The Akathist consists of 24 stanzas. In the Slavic tradition we call them kontakia and ikoi, while the Greek tradition refers to them merely as ikoi. This number of stanzas is derived from the number of letters in the Greek alphabet. The first stanza of the original version begins with the word “Angel”. The first word of each new stanza begins with the following letter of the alphabet, thus forming an alphabetic acrostic.
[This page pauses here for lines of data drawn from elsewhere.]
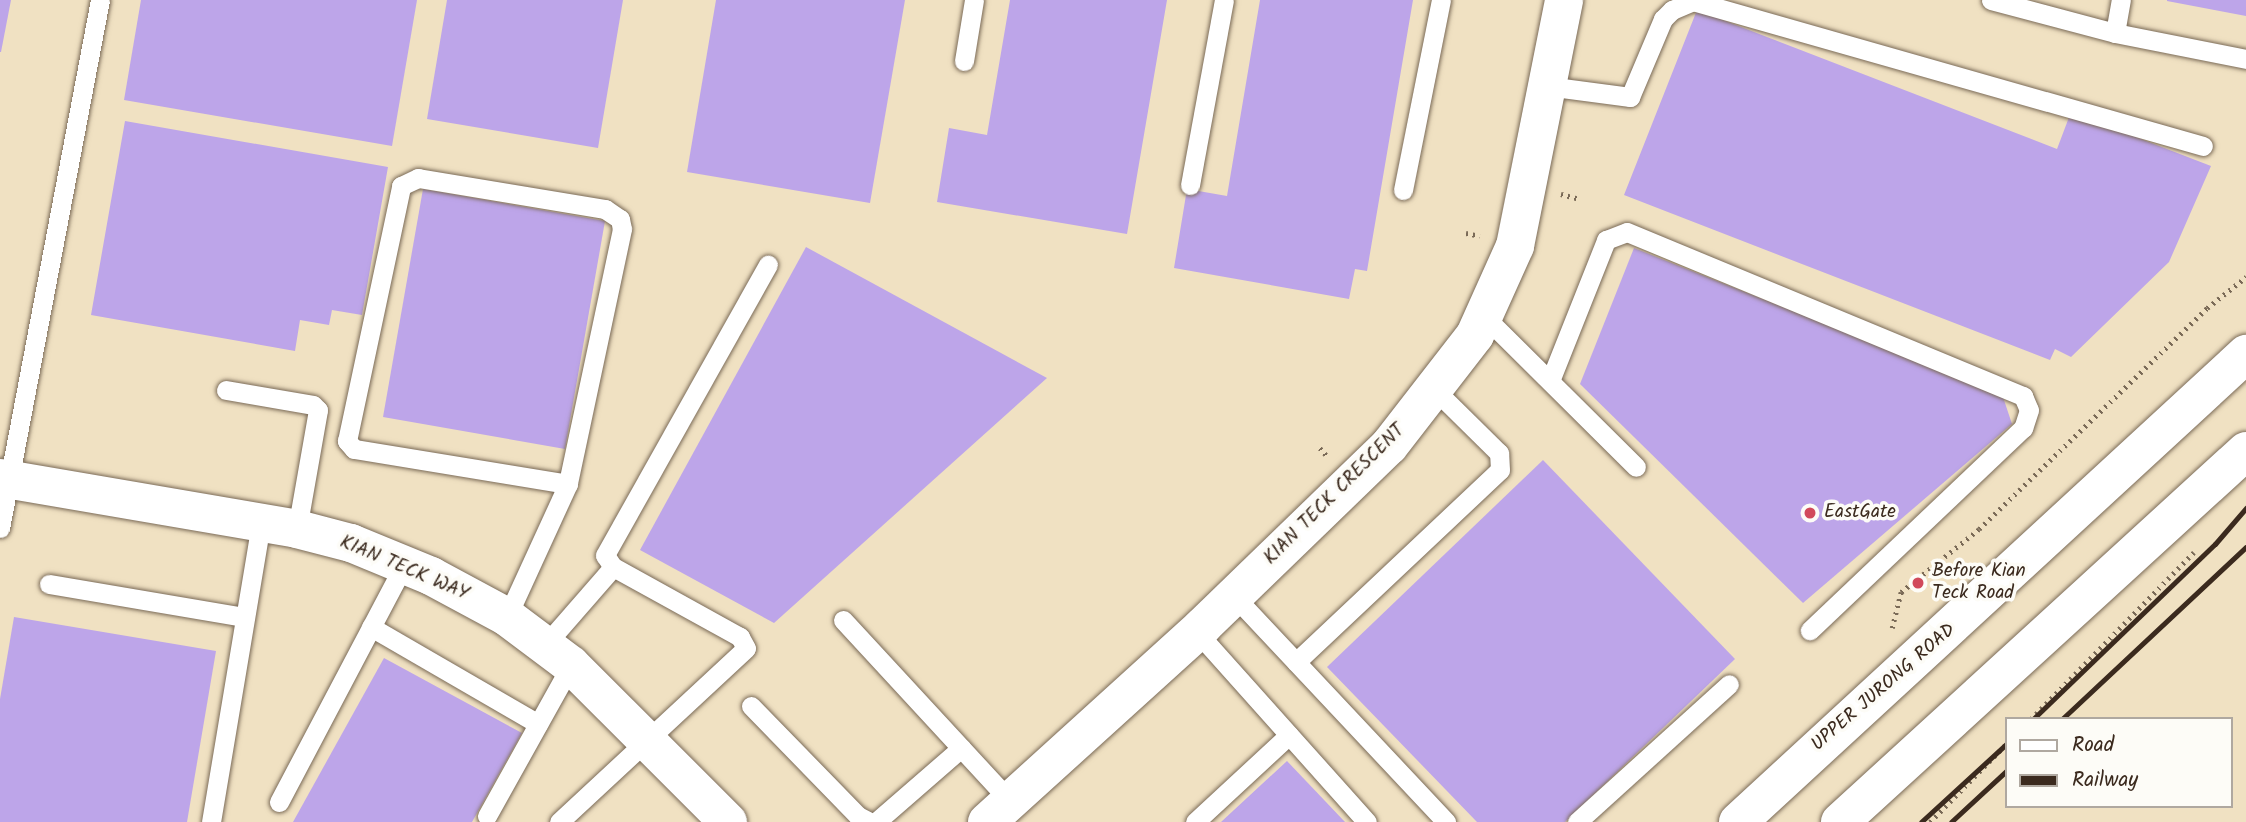 <!DOCTYPE html>
<html>
<head>
<meta charset="utf-8">
<style>
	body { margin:0 }
	#map { position:relative; width:2246px; height:822px; overflow:hidden; background:#f0e1c2; font-family:Kalam,sans-serif }
	div>[style] { position:absolute }
	.building>* { inset:0; background:#bda5e9 }
	.path>* { height:4.5px; margin-top:-2.25px; transform-origin:0; background:repeating-linear-gradient(90deg,#7a6a57 0 2px,transparent 0 7px) }
	.roads { filter:drop-shadow(0 0 2px #7a6a57) drop-shadow(0 0 2px #7a6a57) }
	.service>* { height:19px; margin:-9.5px; padding:0 9.5px; transform-origin:9.5px; border-radius:9.5px; background:#fff }
	.minor>* { height:38px; margin:-19px; padding:0 19px; transform-origin:19px; border-radius:19px; background:#fff }
	.primary>* { height:38px; margin:-19px; padding:0 19px; transform-origin:19px; border-radius:19px; background:#fff }
	.rail>* { height:5px; margin:-2.5px; padding:0 2.5px; transform-origin:2.5px; border-radius:2.5px; background:#3b2a1e }
	.dots>* { width:19px; height:19px; translate:-50% -50%; box-sizing:border-box; border:4px solid #fdfcf7; border-radius:50% }
	span { translate:-50% -50%; white-space:nowrap; text-align:center; line-height:1.15; -webkit-text-stroke:7px #fdfcf7; paint-order:stroke }
	.street-label { font-size:19px; color:#3b2a1e }
	.poi-label { font-size:19px; color:#3b2a1e }
	.left { translate:0 -50%; text-align:left }
	.legend { position:absolute; left:2005px; top:717px; width:228px; height:91px; box-sizing:border-box; background:#fdfcf7; border:2px solid #afa8a0; margin:0; padding:9px 12px; list-style:none; font-size:21px; color:#3b2a1e }
	.legend li { display:flex; align-items:center; gap:14px; height:35px }
	.legend b { width:35px; border:2px solid #afa8a0 }
</style>
</head>
<body>
<div id="map">
	<div class="building">
		<i style="clip-path:polygon(0 0,11px 0,1px 52px,0 52px)"></i>
		<i style="clip-path:polygon(141px 0,417px 0,392px 146px,124px 100px)"></i>
		<i style="clip-path:polygon(447px 0,623px 0,598px 148px,427px 119px)"></i>
		<i style="clip-path:polygon(716px 0,905px 0,870px 203px,687px 172px)"></i>
		<i style="clip-path:polygon(1010px 0,1167px 0,1127px 234px,937px 202px,949px 128px,987px 135px)"></i>
		<i style="clip-path:polygon(1260px 0,1413px 0,1367px 271px,1355px 269px,1349px 299px,1174px 268px,1187px 189px,1227px 196px)"></i>
		<i style="clip-path:polygon(2246px 0,2246px 16px,2167px 1px,2167px 0)"></i>
		<i style="clip-path:polygon(1697px 10px,2057px 149px,2071px 112px,2211px 166px,2169px 262px,2071px 357px,2055px 349px,2050px 360px,1624px 195px)"></i>
		<i style="clip-path:polygon(125px 121px,388px 167px,362px 315px,332px 310px,329px 325px,300px 320px,295px 351px,91px 315px)"></i>
		<i style="clip-path:polygon(423px 189px,605px 221px,565px 449px,383px 417px)"></i>
		<i style="clip-path:polygon(806px 247px,1047px 378px,774px 623px,640px 550px)"></i>
		<i style="clip-path:polygon(1634px 248px,2002px 394px,2012px 424px,1803px 603px,1580px 384px)"></i>
		<i style="clip-path:polygon(1543px 460px,1735px 659px,1565px 822px,1477px 822px,1327px 667px)"></i>
		<i style="clip-path:polygon(14px 617px,216px 651px,187px 822px,0 822px,0 699px)"></i>
		<i style="clip-path:polygon(384px 658px,522px 733px,472px 822px,293px 822px)"></i>
		<i style="clip-path:polygon(1287px 761px,1345px 822px,1221px 822px)"></i>
	</div>
	<div class="path">
		<i style="left:1561px;top:194px;width:20px;rotate:15deg"></i>
		<i style="left:1466px;top:233px;width:14px;rotate:12deg"></i>
		<i style="left:1320px;top:448px;width:11px;rotate:49deg"></i>
		<i style="left:1892px;top:628px;width:37px;rotate:-76deg"></i>
		<i style="left:1901px;top:592px;width:100px;rotate:-38.9deg"></i>
		<i style="left:1979px;top:529px;width:318px;rotate:-44.1deg"></i>
		<i style="left:2207px;top:308px;width:50px;rotate:-38.5deg"></i>
		<i style="left:2031px;top:719px;width:233px;rotate:-45.7deg"></i>
		<i style="left:1930px;top:822px;width:109px;rotate:-45.7deg"></i>
	</div>
	<div class="roads">
		<div class="service">
			<i style="left:1991px;top:0;width:128px;rotate:14.9deg"></i>
			<i style="left:2115px;top:33px;width:134px;rotate:11.2deg"></i>
			<i style="left:2115px;top:33px;width:34px;rotate:-80deg"></i>
			<i style="left:964px;top:61px;width:62px;rotate:-80.7deg"></i>
			<i style="left:1547px;top:86px;width:84px;rotate:7.5deg"></i>
			<i style="left:1630px;top:97px;width:85px;rotate:-67.1deg"></i>
			<i style="left:1663px;top:19px;width:13px;rotate:-45deg"></i>
			<i style="left:1672px;top:10px;width:23px;rotate:-23deg"></i>
			<i style="left:1693px;top:1px;width:530px;rotate:15.87deg"></i>
			<i style="left:418px;top:178px;width:190px;rotate:9.4deg"></i>
			<i style="left:605px;top:209px;width:18px;rotate:34deg"></i>
			<i style="left:620px;top:219px;width:10px;rotate:79deg"></i>
			<i style="left:622px;top:229px;width:261px;rotate:102deg"></i>
			<i style="left:568px;top:484px;width:217px;rotate:-170.7deg"></i>
			<i style="left:354px;top:449px;width:11px;rotate:-131deg"></i>
			<i style="left:347px;top:441px;width:261px;rotate:-78deg"></i>
			<i style="left:401px;top:186px;width:19px;rotate:-25deg"></i>
			<i style="left:1190px;top:185px;width:188px;rotate:-79.6deg"></i>
			<i style="left:1403px;top:190px;width:194px;rotate:-78.7deg"></i>
			<i style="left:1484px;top:316px;width:214px;rotate:44.8deg"></i>
			<i style="left:1550px;top:381px;width:152px;rotate:-68.3deg"></i>
			<i style="left:1606px;top:240px;width:22px;rotate:-21deg"></i>
			<i style="left:1627px;top:232px;width:429px;rotate:22.5deg"></i>
			<i style="left:2023px;top:396px;width:15px;rotate:67deg"></i>
			<i style="left:2029px;top:410px;width:19px;rotate:108deg"></i>
			<i style="left:2023px;top:428px;width:294px;rotate:136.5deg"></i>
			<i style="left:226px;top:390px;width:88px;rotate:9.8deg"></i>
			<i style="left:313px;top:405px;width:7px;rotate:45deg"></i>
			<i style="left:318px;top:410px;width:121px;rotate:100deg"></i>
			<i style="left:0;top:528px;width:537px;rotate:-79.28deg"></i>
			<i style="left:49px;top:584px;width:198px;rotate:9.6deg"></i>
			<i style="left:1234px;top:596px;width:310px;rotate:46.8deg"></i>
			<i style="left:507px;top:617px;width:146px;rotate:-65.4deg"></i>
			<i style="left:843px;top:620px;width:246px;rotate:47.3deg"></i>
			<i style="left:371px;top:627px;width:193px;rotate:30.1deg"></i>
			<i style="left:1197px;top:632px;width:255px;rotate:48.2deg"></i>
			<i style="left:545px;top:645px;width:103px;rotate:-48.9deg"></i>
			<i style="left:1296px;top:662px;width:280px;rotate:-43.3deg"></i>
			<i style="left:1500px;top:470px;width:17px;rotate:-93deg"></i>
			<i style="left:1499px;top:453px;width:91px;rotate:-135.4deg"></i>
			<i style="left:751px;top:706px;width:153px;rotate:45.8deg"></i>
			<i style="left:858px;top:816px;width:13px;rotate:27deg"></i>
			<i style="left:279px;top:802px;width:268px;rotate:-62.2deg"></i>
			<i style="left:487px;top:816px;width:173px;rotate:-60.9deg"></i>
			<i style="left:211px;top:822px;width:304px;rotate:-80.5deg"></i>
			<i style="left:559px;top:822px;width:255px;rotate:-42.9deg"></i>
			<i style="left:746px;top:648px;width:13px;rotate:-119deg"></i>
			<i style="left:740px;top:637px;width:145px;rotate:-151.1deg"></i>
			<i style="left:613px;top:567px;width:14px;rotate:-124deg"></i>
			<i style="left:605px;top:555px;width:333px;rotate:-60.7deg"></i>
			<i style="left:876px;top:822px;width:113px;rotate:-41deg"></i>
			<i style="left:1195px;top:822px;width:128px;rotate:-42.8deg"></i>
			<i style="left:1577px;top:822px;width:205px;rotate:-42.2deg"></i>
		</div>
		<div class="minor">
			<i style="left:0;top:478px;width:301px;rotate:9.7deg"></i>
			<i style="left:297px;top:529px;width:56px;rotate:14.5deg"></i>
			<i style="left:351px;top:543px;width:87px;rotate:22.4deg"></i>
			<i style="left:431px;top:576px;width:86px;rotate:28.3deg"></i>
			<i style="left:507px;top:617px;width:80px;rotate:36.9deg"></i>
			<i style="left:571px;top:665px;width:222px;rotate:45deg"></i>
			<i style="left:987px;top:822px;width:292px;rotate:-42.2deg"></i>
			<i style="left:1203px;top:626px;width:259px;rotate:-44.1deg"></i>
			<i style="left:1389px;top:446px;width:140px;rotate:-52.2deg"></i>
			<i style="left:1475px;top:335px;width:98px;rotate:-65.8deg"></i>
			<i style="left:1515px;top:246px;width:251px;rotate:-78.7deg"></i>
		</div>
		<div class="primary">
			<i style="left:1738px;top:822px;width:691px;rotate:-42.65deg"></i>
			<i style="left:1840px;top:822px;width:550px;rotate:-42.42deg"></i>
		</div>
	</div>
	<div class="rail">
		<i style="left:2033px;top:719px;width:252px;rotate:-43.9deg"></i>
		<i style="left:2215px;top:544px;width:48px;rotate:-49.3deg"></i>
		<i style="left:2062px;top:719px;width:252px;rotate:-43.1deg"></i>
		<i style="left:1921px;top:822px;width:115px;rotate:-42.5deg"></i>
		<i style="left:1951px;top:822px;width:75px;rotate:-42.8deg"></i>
	</div>
	<div class="dots">
		<i style="left:1810px;top:513px;background:#d1495b"></i>
		<i style="left:1918px;top:583px;background:#d1495b"></i>
	</div>
	<div class="street-label">
		<span style="left:1335px;top:495px;rotate:-45deg">KIAN TECK CRESCENT</span>
		<span style="left:404px;top:569px;rotate:23deg">KIAN TECK WAY</span>
		<span style="left:1884px;top:688px;rotate:-41deg">UPPER JURONG ROAD</span>
	</div>
	<div class="poi-label">
		<span class="left" style="left:1824px;top:513px">EastGate</span>
		<span class="left" style="left:1932px;top:583px">Before Kian<br>Teck Road</span>
	</div>
	<ul class="legend">
	<li><b style="height:9px;background:#fff"></b>Road</li>
	<li><b style="height:9px;background:#3b2a1e"></b>Railway</li>
	</ul>
</div>
</body>
</html>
The canons in honor of the Mother of God appeared later (in the 8th century) and began to gradually supplant the ancient kontakia. The canon is associated with the chant “It is truly meet”, one of the most famous hymns to the Mother of God. It consists of two separate hymns. The first one begins with “It is truly meet”, and the second one begins with “More honorable than the Cherubim”.  The second hymn is the irmos from the 9th song of the three-odes canon, sung on Great and Holy Friday. Its author is St Cosmas of Maiuma. Besides being part of “It is truly meet”, this hymn (“More honorable than the Cherubim”) also serves as a refrain to the Gospel song of the Theotokos “My soul magnifies the Lord”, opening the 9th song of the Matins canon on most days of the church year. Also, this hymn is widely used as a separate prayer, often concluding services or their parts. The first part of the hymn “It is truly meet”, according to Church Tradition, has a divine origin. A certain rassophore monk living in his cell on Mount Athos was once visited by a pilgrim monk. In the hour before dawn, when both monastics were performing divine services, the visitor prefaced the “More honorable than the Cherubim” with an unknown hymn “It is truly meet”. The beauty of the chant amazed the rassophore. At his request, his guest miraculously captured the words of the chant on a stone slab and, instructing him to always follow this pattern, disappeared. According to Church Tradition,  this pilgrim monk was the Archangel Gabriel.

Of course, we have only been able to briefly touch upon the liturgical heritage of the Church, dedicated to the Mother of God. However, even such a short excursus well verifies the words spoken by the Mother of God Herself, “Surely, from now on all generations will call Me blessed” (Luke 1:48).